■ **Instructions for the task**
Would you please output only the lines from the one containing "<div><p>Tempo</p><b>6:10<small> /km</small></b></div>" through the end of the entries below, exactly as written?

[Saved entries]
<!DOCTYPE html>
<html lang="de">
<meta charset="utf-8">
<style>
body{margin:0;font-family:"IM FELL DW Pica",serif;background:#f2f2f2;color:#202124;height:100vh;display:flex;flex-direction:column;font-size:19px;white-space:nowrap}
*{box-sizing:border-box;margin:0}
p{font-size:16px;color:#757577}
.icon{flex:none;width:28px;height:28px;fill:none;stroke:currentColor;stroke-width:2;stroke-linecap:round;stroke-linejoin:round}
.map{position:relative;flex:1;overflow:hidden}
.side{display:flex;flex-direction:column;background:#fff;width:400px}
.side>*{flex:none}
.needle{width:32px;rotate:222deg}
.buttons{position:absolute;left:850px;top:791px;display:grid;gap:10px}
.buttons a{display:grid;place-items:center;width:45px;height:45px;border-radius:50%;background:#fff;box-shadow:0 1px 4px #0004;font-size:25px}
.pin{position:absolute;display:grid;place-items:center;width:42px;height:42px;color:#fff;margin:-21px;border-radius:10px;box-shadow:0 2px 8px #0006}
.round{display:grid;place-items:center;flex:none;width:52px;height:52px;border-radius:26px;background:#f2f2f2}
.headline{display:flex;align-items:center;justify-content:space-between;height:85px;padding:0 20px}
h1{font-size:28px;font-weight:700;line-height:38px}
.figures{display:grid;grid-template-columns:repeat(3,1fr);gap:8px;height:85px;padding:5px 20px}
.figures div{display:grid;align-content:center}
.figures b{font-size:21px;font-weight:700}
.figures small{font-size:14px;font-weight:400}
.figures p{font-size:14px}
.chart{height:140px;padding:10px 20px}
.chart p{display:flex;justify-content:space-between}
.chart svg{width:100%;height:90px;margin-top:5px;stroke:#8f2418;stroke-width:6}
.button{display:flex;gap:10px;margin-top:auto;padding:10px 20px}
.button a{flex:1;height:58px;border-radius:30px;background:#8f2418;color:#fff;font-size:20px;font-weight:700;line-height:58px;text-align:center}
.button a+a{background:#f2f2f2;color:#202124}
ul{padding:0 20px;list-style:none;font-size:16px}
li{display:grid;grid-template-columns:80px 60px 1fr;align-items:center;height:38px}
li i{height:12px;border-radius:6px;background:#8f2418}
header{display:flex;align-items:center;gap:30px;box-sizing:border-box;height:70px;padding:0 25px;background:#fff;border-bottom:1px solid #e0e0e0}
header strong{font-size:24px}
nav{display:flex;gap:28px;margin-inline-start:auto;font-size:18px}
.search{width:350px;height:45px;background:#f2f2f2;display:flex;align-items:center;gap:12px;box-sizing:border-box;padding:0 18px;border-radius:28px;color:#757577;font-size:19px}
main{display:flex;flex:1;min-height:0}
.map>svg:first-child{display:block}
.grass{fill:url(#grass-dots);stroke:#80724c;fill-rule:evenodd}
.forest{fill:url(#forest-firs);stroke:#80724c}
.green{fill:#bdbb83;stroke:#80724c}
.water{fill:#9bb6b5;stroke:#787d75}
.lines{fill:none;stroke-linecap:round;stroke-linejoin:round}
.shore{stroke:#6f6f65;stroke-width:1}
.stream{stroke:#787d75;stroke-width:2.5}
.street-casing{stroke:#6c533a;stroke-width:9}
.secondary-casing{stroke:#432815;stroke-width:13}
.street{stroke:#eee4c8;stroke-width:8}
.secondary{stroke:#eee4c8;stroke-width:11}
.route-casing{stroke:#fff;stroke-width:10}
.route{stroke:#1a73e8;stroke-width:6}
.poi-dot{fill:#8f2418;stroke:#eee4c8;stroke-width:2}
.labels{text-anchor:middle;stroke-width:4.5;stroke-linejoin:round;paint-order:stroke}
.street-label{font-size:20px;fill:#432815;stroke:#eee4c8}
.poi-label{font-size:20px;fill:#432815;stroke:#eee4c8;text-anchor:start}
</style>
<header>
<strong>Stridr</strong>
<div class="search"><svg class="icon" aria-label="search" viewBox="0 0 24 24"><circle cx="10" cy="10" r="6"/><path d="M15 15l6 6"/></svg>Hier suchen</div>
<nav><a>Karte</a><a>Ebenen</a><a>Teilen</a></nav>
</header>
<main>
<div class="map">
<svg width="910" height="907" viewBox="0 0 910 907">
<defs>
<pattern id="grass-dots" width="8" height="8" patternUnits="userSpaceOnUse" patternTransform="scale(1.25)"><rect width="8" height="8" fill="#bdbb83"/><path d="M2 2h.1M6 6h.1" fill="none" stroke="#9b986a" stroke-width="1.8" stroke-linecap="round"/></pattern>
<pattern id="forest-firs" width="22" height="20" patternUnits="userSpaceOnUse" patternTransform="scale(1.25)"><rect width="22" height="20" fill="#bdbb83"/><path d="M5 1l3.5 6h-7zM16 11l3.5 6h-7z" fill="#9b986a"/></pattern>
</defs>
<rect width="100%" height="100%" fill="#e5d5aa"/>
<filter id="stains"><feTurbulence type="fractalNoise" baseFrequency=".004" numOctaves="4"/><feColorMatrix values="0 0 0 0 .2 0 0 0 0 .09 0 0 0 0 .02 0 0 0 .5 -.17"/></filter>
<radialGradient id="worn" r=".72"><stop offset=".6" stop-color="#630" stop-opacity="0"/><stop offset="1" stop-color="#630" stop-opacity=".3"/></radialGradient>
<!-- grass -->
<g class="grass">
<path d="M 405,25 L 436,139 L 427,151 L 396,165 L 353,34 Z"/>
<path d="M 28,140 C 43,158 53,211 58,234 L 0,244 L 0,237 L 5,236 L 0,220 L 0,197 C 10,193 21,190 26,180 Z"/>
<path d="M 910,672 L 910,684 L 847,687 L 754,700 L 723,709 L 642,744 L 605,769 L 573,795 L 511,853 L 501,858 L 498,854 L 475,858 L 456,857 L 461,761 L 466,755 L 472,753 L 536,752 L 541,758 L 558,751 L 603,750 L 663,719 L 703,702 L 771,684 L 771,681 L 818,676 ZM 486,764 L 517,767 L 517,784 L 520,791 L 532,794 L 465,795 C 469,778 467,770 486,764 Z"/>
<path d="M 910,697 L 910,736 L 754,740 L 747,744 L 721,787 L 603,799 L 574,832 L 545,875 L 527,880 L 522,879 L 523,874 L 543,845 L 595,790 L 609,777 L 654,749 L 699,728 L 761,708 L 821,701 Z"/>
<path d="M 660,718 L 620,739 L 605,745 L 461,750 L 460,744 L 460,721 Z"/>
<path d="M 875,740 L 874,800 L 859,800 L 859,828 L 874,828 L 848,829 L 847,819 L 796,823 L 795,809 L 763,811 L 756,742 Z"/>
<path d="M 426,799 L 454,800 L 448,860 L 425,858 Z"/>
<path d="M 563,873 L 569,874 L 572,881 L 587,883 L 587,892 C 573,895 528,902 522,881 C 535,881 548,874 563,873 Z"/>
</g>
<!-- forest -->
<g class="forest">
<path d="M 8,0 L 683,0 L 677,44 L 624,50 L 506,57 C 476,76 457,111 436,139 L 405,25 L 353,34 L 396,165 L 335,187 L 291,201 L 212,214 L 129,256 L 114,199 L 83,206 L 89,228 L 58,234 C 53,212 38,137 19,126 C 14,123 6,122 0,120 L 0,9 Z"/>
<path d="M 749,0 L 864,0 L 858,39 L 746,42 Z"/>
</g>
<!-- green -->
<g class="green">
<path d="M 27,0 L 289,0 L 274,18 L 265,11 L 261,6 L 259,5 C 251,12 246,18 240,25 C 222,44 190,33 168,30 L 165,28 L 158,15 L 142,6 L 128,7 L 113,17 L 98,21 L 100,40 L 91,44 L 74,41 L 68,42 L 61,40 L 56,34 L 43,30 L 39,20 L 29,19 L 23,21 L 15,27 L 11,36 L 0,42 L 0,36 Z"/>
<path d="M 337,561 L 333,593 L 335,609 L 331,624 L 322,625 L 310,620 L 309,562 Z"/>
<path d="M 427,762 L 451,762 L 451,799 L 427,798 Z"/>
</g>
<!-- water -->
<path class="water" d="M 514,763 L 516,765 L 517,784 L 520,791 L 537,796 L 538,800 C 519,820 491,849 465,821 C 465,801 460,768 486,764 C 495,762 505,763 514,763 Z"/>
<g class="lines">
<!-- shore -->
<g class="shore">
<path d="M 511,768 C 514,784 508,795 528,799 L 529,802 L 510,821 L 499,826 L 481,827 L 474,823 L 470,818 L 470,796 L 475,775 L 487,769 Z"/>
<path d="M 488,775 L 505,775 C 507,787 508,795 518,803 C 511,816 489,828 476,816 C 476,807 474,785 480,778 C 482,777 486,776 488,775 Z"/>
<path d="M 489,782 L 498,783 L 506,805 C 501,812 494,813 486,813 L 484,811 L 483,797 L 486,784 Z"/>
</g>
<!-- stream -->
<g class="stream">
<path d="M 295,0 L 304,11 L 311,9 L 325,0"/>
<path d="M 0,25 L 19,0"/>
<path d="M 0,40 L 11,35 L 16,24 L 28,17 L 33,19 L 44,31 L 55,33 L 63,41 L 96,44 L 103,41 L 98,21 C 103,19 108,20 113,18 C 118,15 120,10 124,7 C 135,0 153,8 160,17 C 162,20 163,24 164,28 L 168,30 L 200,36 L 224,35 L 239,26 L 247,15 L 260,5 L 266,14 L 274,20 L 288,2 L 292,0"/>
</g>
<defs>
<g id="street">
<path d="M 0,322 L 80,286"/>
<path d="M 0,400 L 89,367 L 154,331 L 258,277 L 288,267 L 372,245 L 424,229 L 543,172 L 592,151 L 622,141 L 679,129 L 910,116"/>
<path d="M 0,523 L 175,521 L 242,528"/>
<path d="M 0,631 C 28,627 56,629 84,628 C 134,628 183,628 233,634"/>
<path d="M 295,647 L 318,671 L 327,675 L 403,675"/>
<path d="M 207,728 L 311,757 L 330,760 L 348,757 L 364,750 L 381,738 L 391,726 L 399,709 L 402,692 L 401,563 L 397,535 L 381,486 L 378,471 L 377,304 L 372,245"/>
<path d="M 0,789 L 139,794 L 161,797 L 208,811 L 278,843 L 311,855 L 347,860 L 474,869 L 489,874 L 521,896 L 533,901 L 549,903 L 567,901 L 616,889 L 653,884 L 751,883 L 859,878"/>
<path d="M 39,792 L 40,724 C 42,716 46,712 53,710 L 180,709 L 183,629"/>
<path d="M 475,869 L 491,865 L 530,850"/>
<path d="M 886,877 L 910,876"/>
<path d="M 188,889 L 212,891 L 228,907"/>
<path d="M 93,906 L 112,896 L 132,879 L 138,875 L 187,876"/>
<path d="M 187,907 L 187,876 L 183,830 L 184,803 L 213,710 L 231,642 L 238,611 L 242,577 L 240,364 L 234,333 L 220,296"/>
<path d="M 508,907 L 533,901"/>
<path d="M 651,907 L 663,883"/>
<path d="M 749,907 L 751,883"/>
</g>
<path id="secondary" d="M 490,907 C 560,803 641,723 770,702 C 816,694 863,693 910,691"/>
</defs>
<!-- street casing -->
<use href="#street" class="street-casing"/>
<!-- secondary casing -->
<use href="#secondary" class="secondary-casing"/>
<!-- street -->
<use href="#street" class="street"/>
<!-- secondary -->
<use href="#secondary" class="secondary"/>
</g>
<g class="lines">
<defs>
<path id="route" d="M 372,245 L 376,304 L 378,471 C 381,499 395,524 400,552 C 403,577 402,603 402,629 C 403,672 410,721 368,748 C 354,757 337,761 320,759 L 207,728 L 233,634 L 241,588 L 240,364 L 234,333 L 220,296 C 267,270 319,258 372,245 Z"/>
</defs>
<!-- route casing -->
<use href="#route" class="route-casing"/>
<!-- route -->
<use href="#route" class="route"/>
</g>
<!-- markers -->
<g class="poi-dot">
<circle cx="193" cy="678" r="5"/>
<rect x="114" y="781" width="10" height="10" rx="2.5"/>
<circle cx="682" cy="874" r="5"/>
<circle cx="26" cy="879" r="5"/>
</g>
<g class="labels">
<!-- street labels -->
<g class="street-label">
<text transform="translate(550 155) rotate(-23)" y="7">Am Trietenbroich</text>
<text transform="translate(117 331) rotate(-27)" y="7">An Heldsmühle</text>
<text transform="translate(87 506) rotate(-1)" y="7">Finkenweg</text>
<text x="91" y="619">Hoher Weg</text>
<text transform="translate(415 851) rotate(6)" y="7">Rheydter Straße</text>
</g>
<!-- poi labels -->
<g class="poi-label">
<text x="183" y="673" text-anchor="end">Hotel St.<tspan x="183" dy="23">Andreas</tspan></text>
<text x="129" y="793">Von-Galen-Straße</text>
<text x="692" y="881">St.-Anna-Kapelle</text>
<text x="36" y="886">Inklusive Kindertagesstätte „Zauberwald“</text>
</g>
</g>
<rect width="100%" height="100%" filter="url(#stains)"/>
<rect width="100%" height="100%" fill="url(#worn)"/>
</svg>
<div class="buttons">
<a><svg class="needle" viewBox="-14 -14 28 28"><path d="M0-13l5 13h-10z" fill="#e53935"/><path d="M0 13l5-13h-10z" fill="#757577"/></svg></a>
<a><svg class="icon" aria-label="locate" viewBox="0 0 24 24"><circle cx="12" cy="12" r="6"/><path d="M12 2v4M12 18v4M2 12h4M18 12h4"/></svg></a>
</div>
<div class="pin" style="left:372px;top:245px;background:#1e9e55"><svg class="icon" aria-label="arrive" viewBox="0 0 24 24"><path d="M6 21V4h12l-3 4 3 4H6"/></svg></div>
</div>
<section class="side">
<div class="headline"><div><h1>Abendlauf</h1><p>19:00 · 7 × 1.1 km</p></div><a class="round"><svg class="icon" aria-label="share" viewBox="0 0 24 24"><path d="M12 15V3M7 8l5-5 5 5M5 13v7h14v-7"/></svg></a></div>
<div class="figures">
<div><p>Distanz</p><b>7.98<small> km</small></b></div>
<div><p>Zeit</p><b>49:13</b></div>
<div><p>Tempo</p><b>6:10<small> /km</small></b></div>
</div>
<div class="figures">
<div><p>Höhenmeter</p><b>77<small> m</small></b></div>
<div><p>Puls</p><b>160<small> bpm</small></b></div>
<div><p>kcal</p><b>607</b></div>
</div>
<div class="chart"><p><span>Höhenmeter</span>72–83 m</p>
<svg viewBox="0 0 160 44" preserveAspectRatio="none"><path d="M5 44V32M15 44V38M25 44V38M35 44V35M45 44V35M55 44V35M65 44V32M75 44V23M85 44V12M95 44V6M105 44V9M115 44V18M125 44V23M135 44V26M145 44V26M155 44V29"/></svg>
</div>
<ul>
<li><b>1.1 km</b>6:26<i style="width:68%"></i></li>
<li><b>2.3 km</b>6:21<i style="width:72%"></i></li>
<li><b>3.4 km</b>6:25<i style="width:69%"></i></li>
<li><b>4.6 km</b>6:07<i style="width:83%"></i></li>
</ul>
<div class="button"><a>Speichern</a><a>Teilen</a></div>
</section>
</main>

■ **Answer to the problem**
<div><p>Tempo</p><b>6:10<small> /km</small></b></div>
</div>
<div class="figures">
<div><p>Höhenmeter</p><b>77<small> m</small></b></div>
<div><p>Puls</p><b>160<small> bpm</small></b></div>
<div><p>kcal</p><b>607</b></div>
</div>
<div class="chart"><p><span>Höhenmeter</span>72–83 m</p>
<svg viewBox="0 0 160 44" preserveAspectRatio="none"><path d="M5 44V32M15 44V38M25 44V38M35 44V35M45 44V35M55 44V35M65 44V32M75 44V23M85 44V12M95 44V6M105 44V9M115 44V18M125 44V23M135 44V26M145 44V26M155 44V29"/></svg>
</div>
<ul>
<li><b>1.1 km</b>6:26<i style="width:68%"></i></li>
<li><b>2.3 km</b>6:21<i style="width:72%"></i></li>
<li><b>3.4 km</b>6:25<i style="width:69%"></i></li>
<li><b>4.6 km</b>6:07<i style="width:83%"></i></li>
</ul>
<div class="button"><a>Speichern</a><a>Teilen</a></div>
</section>
</main>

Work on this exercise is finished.